Kapoor and Narayanan argue against extraordinary AI rules
Sayash Kapoor and Arvind Narayanan published a long argument on May 21 against what they call "extraordinary government interventions" on AI: policies that bypass normal lawmaking, restrict actors who have not caused harm, and act on precaution rather than evidence. On their AI as Normal Technology newsletter, the two contrast that approach with one they prefer: building societal resilience to AI risks through ordinary policymaking, the way cybersecurity threats were eventually managed.
Their core case is that nuclear nonproliferation, often the analogy reached for when people argue for AI export controls and compute caps, depended on physical bottlenecks AI does not have. Adversaries can match a frontier model's capability within months once it ships, so a control regime tilts into "constant erosion" rather than a steady state.
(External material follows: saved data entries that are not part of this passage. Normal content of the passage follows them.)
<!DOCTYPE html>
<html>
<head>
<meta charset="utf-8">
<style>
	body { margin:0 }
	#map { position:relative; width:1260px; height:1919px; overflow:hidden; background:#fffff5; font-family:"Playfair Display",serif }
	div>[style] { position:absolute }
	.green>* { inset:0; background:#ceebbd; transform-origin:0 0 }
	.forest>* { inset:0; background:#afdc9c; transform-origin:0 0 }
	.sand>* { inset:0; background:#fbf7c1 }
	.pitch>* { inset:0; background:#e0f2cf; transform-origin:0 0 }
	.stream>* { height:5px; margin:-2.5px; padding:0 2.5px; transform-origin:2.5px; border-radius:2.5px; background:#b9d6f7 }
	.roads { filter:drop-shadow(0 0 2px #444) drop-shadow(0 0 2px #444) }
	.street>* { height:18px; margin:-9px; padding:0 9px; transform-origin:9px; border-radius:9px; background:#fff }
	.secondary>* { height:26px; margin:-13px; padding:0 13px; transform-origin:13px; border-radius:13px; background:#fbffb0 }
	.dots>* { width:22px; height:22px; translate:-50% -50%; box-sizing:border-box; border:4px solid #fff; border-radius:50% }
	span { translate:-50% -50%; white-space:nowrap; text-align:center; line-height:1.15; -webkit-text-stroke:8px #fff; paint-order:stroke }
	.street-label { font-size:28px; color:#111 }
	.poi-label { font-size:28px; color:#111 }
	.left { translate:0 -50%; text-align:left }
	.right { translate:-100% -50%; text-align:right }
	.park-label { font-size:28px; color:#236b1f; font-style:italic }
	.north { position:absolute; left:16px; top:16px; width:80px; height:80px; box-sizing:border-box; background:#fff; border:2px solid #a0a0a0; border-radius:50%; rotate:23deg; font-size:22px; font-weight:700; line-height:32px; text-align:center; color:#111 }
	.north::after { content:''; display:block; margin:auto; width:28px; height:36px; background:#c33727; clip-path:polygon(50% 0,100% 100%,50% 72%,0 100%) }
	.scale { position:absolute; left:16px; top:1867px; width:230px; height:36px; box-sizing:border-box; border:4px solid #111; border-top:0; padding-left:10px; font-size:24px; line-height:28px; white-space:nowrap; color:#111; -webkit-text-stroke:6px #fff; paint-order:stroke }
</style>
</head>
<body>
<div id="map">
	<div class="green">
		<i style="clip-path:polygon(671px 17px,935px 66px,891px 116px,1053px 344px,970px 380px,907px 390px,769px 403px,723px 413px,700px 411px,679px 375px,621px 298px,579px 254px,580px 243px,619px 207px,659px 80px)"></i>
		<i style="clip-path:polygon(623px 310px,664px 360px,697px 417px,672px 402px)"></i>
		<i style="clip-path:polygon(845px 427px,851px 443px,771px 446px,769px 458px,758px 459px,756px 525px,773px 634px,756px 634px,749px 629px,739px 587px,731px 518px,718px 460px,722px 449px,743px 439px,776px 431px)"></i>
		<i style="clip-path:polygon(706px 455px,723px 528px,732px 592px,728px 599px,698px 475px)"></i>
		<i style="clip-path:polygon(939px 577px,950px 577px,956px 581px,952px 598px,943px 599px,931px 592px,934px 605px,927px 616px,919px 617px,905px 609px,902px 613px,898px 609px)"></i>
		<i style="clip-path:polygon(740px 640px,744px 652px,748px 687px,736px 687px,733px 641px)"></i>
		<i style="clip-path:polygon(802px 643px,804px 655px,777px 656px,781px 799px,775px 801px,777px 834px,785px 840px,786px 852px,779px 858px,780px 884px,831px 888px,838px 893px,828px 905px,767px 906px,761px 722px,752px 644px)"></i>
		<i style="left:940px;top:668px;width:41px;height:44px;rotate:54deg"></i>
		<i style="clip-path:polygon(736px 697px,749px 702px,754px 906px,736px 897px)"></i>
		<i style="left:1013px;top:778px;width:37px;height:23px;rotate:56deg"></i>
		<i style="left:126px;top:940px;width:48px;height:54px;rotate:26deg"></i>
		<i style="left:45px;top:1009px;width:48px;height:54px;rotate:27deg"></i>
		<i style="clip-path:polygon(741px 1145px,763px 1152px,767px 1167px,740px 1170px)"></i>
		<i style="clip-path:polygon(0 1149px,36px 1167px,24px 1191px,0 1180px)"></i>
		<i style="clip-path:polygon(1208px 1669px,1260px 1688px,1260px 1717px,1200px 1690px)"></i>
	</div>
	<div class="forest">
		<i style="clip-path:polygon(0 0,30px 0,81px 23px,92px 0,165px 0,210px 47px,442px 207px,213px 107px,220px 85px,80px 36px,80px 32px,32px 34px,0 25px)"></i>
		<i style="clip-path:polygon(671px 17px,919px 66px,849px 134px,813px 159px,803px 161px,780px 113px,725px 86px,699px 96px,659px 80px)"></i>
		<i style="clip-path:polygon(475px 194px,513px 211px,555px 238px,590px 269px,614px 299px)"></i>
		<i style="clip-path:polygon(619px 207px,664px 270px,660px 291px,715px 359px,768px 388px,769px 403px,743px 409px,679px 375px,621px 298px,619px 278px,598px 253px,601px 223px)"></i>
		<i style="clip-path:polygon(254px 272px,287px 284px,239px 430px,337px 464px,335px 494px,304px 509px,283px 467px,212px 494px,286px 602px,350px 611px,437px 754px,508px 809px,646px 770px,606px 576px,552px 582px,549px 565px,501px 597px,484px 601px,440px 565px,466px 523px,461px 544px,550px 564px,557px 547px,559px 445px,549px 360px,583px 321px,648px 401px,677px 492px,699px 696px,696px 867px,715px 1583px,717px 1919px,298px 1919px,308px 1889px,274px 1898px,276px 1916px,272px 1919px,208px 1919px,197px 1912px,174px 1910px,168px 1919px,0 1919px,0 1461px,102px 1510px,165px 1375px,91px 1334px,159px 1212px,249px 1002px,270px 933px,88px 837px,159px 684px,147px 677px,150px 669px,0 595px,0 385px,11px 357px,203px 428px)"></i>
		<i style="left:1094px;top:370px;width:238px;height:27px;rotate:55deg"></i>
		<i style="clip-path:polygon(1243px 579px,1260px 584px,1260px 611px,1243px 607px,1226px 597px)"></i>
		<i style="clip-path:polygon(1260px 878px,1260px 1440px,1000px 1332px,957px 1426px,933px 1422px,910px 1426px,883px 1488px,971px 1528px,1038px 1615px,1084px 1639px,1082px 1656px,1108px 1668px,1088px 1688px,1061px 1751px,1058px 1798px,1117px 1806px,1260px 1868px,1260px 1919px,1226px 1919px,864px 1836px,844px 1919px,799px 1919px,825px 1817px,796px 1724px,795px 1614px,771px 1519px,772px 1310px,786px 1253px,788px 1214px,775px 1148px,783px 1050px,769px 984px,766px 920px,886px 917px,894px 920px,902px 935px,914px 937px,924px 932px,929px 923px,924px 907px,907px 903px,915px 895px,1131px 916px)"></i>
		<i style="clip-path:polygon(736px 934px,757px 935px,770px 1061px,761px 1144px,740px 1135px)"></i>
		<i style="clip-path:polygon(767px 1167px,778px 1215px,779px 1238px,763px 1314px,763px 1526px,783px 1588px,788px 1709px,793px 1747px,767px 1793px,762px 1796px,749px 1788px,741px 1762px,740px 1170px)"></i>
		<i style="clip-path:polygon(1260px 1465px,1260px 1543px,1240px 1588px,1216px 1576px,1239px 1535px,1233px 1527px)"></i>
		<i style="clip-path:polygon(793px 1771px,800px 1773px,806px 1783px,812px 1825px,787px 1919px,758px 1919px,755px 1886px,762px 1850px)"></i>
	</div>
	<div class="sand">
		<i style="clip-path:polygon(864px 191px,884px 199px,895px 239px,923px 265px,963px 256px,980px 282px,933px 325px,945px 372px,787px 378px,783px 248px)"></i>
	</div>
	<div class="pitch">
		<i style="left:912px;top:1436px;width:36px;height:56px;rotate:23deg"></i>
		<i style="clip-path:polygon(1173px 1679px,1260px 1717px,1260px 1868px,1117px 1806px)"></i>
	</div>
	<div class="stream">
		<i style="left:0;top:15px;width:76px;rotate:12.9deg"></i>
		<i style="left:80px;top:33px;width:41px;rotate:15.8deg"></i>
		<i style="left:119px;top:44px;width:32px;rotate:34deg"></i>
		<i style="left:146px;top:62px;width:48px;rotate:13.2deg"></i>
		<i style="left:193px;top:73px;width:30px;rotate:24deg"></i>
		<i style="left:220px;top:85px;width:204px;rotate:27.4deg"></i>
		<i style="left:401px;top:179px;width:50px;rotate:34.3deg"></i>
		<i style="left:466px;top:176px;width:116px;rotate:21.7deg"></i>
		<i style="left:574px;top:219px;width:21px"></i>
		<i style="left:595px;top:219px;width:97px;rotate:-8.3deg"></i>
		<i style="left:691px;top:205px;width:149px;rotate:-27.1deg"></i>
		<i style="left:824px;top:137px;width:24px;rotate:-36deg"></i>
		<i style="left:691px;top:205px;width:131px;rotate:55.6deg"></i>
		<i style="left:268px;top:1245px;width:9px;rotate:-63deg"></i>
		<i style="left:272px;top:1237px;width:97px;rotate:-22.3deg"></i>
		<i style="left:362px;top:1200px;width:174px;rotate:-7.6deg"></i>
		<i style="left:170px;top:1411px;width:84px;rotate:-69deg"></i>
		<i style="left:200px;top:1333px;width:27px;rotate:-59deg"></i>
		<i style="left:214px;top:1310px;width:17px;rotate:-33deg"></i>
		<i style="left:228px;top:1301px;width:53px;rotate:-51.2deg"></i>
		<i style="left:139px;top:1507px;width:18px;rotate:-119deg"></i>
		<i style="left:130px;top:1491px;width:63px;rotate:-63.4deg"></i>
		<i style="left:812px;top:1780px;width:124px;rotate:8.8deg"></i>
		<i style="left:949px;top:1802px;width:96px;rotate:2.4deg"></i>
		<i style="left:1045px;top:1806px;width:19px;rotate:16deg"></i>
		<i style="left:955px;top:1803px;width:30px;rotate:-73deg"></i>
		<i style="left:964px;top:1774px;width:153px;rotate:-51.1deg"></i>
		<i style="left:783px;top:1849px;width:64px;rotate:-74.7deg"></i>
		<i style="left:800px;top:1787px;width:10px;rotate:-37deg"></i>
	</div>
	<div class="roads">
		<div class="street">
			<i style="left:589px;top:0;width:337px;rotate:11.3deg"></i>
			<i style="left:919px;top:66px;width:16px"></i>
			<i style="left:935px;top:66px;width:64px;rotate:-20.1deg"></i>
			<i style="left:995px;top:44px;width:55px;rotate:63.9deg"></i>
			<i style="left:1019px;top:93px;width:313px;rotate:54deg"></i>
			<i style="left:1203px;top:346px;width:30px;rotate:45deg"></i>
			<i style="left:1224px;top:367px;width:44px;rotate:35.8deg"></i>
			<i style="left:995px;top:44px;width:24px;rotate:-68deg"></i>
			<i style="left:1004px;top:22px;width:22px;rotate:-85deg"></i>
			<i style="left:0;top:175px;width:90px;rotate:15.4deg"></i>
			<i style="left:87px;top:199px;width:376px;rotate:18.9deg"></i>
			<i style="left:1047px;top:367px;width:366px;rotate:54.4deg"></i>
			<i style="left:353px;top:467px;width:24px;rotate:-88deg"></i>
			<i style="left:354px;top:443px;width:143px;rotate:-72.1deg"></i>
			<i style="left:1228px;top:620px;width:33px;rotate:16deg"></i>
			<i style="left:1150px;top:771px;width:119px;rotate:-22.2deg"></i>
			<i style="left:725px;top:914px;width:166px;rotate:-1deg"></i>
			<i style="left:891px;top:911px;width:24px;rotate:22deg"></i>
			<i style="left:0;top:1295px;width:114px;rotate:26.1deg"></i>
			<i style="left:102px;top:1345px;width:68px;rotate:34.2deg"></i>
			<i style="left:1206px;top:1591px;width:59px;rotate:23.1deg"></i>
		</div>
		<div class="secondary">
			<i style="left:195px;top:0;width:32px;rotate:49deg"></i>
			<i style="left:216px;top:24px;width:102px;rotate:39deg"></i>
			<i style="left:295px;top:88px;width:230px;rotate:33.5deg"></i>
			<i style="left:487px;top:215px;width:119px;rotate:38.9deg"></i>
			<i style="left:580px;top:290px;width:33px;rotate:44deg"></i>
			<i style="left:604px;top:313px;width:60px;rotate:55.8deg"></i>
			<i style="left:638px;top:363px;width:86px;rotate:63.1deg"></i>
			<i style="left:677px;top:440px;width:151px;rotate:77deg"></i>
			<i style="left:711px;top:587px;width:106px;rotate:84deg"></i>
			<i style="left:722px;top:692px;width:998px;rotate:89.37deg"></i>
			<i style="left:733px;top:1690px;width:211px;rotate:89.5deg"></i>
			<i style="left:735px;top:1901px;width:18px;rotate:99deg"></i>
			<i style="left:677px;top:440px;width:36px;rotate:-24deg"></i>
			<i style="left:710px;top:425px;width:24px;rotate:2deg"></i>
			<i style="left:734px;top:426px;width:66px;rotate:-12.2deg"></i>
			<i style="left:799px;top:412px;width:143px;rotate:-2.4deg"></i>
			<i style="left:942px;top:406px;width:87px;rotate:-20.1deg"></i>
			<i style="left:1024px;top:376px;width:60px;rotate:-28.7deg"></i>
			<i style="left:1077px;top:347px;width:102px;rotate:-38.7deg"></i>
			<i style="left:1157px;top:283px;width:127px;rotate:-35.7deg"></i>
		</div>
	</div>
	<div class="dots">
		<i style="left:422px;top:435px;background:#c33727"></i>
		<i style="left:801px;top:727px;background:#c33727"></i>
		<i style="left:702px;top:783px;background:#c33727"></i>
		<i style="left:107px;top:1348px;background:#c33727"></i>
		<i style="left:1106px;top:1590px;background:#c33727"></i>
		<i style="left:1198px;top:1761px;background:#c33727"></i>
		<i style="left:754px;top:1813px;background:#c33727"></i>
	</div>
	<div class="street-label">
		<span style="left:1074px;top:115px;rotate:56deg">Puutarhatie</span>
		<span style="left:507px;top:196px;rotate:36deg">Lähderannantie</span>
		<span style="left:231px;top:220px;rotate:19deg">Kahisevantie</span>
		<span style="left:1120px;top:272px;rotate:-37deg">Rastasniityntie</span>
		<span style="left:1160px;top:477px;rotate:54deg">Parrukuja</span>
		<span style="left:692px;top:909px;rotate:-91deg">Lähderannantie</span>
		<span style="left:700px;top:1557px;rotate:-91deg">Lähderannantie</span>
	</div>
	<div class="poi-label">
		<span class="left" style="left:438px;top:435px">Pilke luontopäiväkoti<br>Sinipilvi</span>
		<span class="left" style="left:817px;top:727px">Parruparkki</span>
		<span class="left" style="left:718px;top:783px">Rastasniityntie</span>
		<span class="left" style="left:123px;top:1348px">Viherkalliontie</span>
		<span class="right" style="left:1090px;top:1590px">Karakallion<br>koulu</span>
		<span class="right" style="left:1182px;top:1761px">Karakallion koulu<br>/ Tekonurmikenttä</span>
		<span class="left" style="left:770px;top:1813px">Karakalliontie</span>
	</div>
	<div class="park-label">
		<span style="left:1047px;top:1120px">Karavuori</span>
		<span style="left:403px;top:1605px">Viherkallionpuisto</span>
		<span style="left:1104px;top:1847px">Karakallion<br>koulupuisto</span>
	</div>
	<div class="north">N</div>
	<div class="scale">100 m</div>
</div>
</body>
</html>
The cybersecurity comparison is the constructive half: worms cost the economy billions in the 2000s, but the response was bug bounties, vulnerability disclosure, and automated testing, not turning off parts of the internet. They argue the same posture, applied to AI, would cover the actual risk surface without the political cost of restricting access.
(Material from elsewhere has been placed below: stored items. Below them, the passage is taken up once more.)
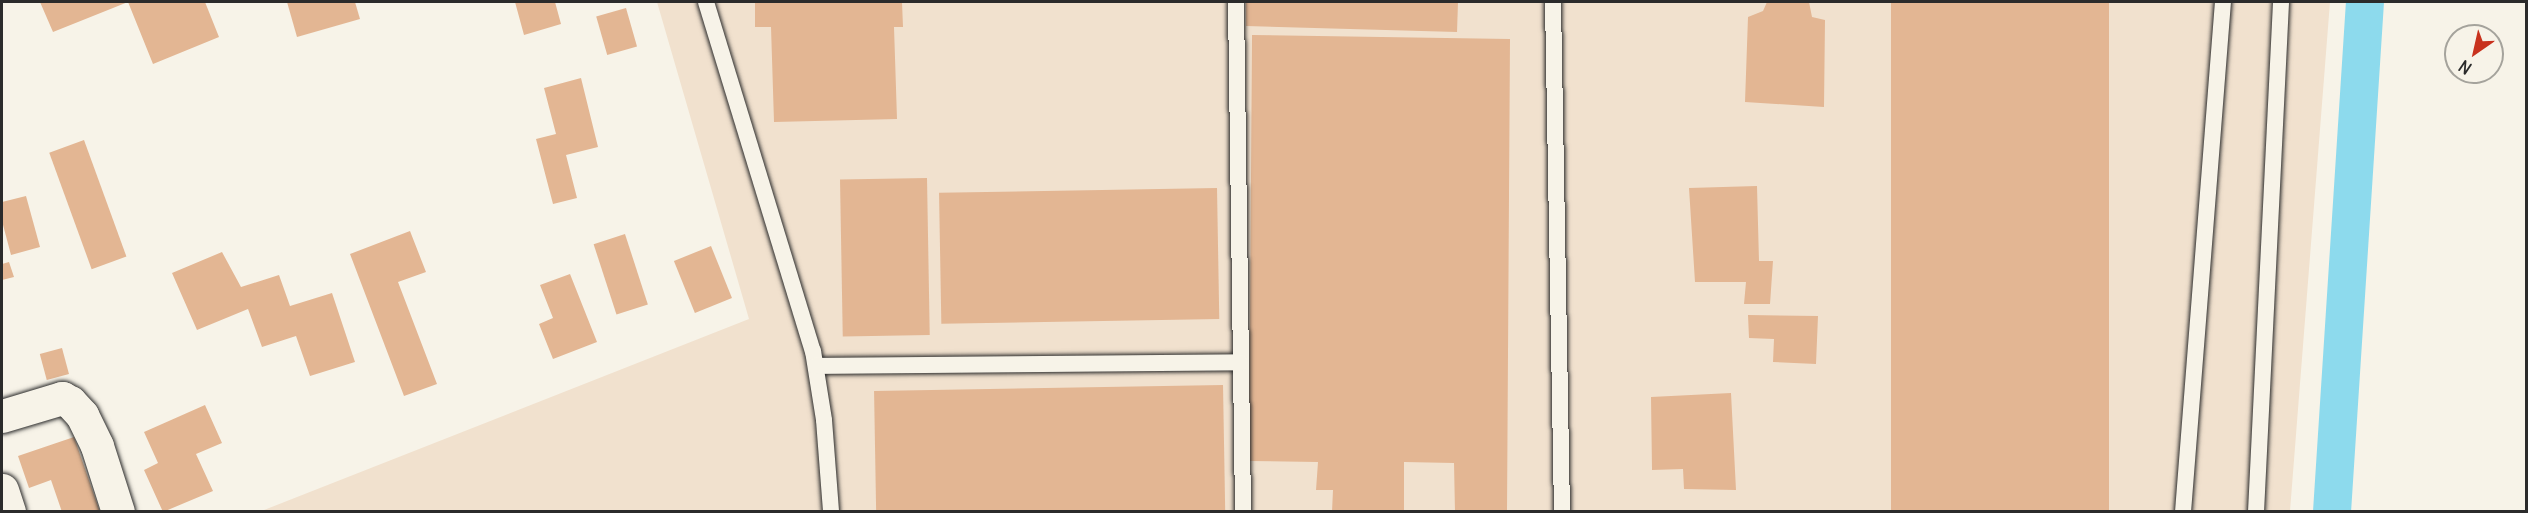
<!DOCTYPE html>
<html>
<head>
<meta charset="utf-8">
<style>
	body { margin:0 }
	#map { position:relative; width:2528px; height:513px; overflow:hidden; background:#f7f3e8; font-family:Delius,sans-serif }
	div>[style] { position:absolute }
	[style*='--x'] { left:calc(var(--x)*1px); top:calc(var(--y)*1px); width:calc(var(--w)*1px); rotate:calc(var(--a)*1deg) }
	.built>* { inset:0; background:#f1e1ce }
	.canal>* { height:38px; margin:-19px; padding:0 19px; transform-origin:19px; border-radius:19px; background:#8ddaed }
	.building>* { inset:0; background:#e3b693; transform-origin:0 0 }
	.roads { filter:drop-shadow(0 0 2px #2b2b2b) drop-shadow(0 0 2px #2b2b2b) }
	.service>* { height:16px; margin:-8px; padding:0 8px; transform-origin:8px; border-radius:8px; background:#f7f3e8 }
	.minor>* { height:33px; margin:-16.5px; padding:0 16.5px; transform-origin:16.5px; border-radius:16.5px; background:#f7f3e8 }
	span { translate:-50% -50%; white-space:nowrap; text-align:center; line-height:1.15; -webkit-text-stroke:4.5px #f7f3e8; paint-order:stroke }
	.frame { position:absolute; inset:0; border:3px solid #2b2b2b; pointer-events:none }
	.north { position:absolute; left:2444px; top:24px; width:60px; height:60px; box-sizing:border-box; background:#f7f3e8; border:2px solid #a5a39c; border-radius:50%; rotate:214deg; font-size:16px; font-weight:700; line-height:24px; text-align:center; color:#2b2b2b }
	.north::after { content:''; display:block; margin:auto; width:21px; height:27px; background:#c8321e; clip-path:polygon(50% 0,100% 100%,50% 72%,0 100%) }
</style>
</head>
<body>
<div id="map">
	<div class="built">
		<i style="clip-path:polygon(657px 2px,2330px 2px,2290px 511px,259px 512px,749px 319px)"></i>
	</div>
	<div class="canal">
		<i style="--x:2332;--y:512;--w:511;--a:-86.3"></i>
	</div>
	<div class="building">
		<i style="clip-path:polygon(40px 2px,205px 2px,219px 37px,153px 64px,128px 2px,53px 32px)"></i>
		<i style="clip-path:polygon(287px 2px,355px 2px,360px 19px,297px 37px)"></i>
		<i style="clip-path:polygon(515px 2px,555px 2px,561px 24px,524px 35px)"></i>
		<i style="clip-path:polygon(755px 2px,902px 2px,903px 27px,894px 27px,897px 119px,774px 122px,771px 27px,755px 27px)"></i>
		<i style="clip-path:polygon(1246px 2px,1458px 2px,1457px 32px,1246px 26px)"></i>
		<i style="clip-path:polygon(1767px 2px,1809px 2px,1812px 17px,1825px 20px,1824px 107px,1745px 102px,1748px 17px,1763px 11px)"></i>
		<i style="left:1891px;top:2px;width:218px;height:511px"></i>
		<i style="left:626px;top:8px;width:40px;height:31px;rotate:74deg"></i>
		<i style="clip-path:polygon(1252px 35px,1510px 39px,1507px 512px,1455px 512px,1454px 463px,1404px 462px,1404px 512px,1332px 512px,1333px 490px,1316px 490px,1318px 462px,1249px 461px)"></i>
		<i style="clip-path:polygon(581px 78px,598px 147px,566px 155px,577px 198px,553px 204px,536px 139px,556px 134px,544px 88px)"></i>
		<i style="left:84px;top:140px;width:124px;height:37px;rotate:70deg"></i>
		<i style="left:927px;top:178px;width:157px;height:87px;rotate:89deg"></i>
		<i style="clip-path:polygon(1757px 186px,1759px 261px,1773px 261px,1770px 304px,1744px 304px,1746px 282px,1695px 282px,1689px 188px)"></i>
		<i style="left:1217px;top:188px;width:131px;height:278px;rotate:89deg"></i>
		<i style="clip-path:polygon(26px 196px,40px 247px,11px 255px,2px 221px,2px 202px)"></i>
		<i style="clip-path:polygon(410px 231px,426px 272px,398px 282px,437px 384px,404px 396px,350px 254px)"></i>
		<i style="left:625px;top:234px;width:74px;height:33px;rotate:72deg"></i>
		<i style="left:711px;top:246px;width:56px;height:40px;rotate:68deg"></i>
		<i style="clip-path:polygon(222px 252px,241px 287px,279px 275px,290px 306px,332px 293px,355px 362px,310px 376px,296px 336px,262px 347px,248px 309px,197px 330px,172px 273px)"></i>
		<i style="clip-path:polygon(9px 262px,14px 277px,2px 280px,2px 264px)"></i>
		<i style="clip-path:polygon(570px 274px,597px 342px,553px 359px,539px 324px,553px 318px,540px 285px)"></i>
		<i style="clip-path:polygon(1748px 315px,1818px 316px,1816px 364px,1773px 362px,1774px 339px,1749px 338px)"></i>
		<i style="left:62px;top:348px;width:27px;height:23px;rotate:75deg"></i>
		<i style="left:1223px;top:385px;width:127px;height:349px;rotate:89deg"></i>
		<i style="clip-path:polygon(1731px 393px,1736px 490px,1684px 489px,1683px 469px,1652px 470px,1651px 397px)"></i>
		<i style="clip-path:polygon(205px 405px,222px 443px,196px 454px,213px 491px,163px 512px,144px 470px,158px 463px,144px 432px)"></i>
		<i style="clip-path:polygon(74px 437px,100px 512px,62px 512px,51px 480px,29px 488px,18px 456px)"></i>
	</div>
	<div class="roads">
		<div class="service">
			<i style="--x:706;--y:2;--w:365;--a:73"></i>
			<i style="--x:813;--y:351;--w:70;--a:80.9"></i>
			<i style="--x:824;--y:420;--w:92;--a:85.6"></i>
			<i style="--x:1236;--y:2;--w:510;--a:89.21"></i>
			<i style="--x:1553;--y:2;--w:510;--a:88.99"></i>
			<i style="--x:816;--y:366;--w:424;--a:-0.5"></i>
			<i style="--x:2183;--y:512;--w:512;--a:-85.52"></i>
			<i style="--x:2256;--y:512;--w:511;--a:-87.19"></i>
		</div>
		<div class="minor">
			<i style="--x:2;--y:416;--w:63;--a:-16.7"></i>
			<i style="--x:62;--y:398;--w:9;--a:27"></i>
			<i style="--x:70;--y:402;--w:18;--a:47"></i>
			<i style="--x:82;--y:415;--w:34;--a:64"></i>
			<i style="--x:97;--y:446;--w:69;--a:72.3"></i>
			<i style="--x:2;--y:490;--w:23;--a:72"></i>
		</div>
	</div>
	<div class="frame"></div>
	<div class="north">N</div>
</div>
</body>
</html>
The piece arrives in a moment when bipartisan items like transparency reporting and safety-research protections still sit unenacted, the gap Kapoor and Narayanan want filled by ordinary work rather than bypassed. Read the full argument.
Why it matters
If you work on AI policy, model release, or red-teaming, the resilience framing changes what counts as success: not blocking releases, but funding the defensive stack (eval tooling, vulnerability reporting, transparency rules) that lets ordinary law catch up. For builders, it predicts which restrictions are likely to stick and which will erode.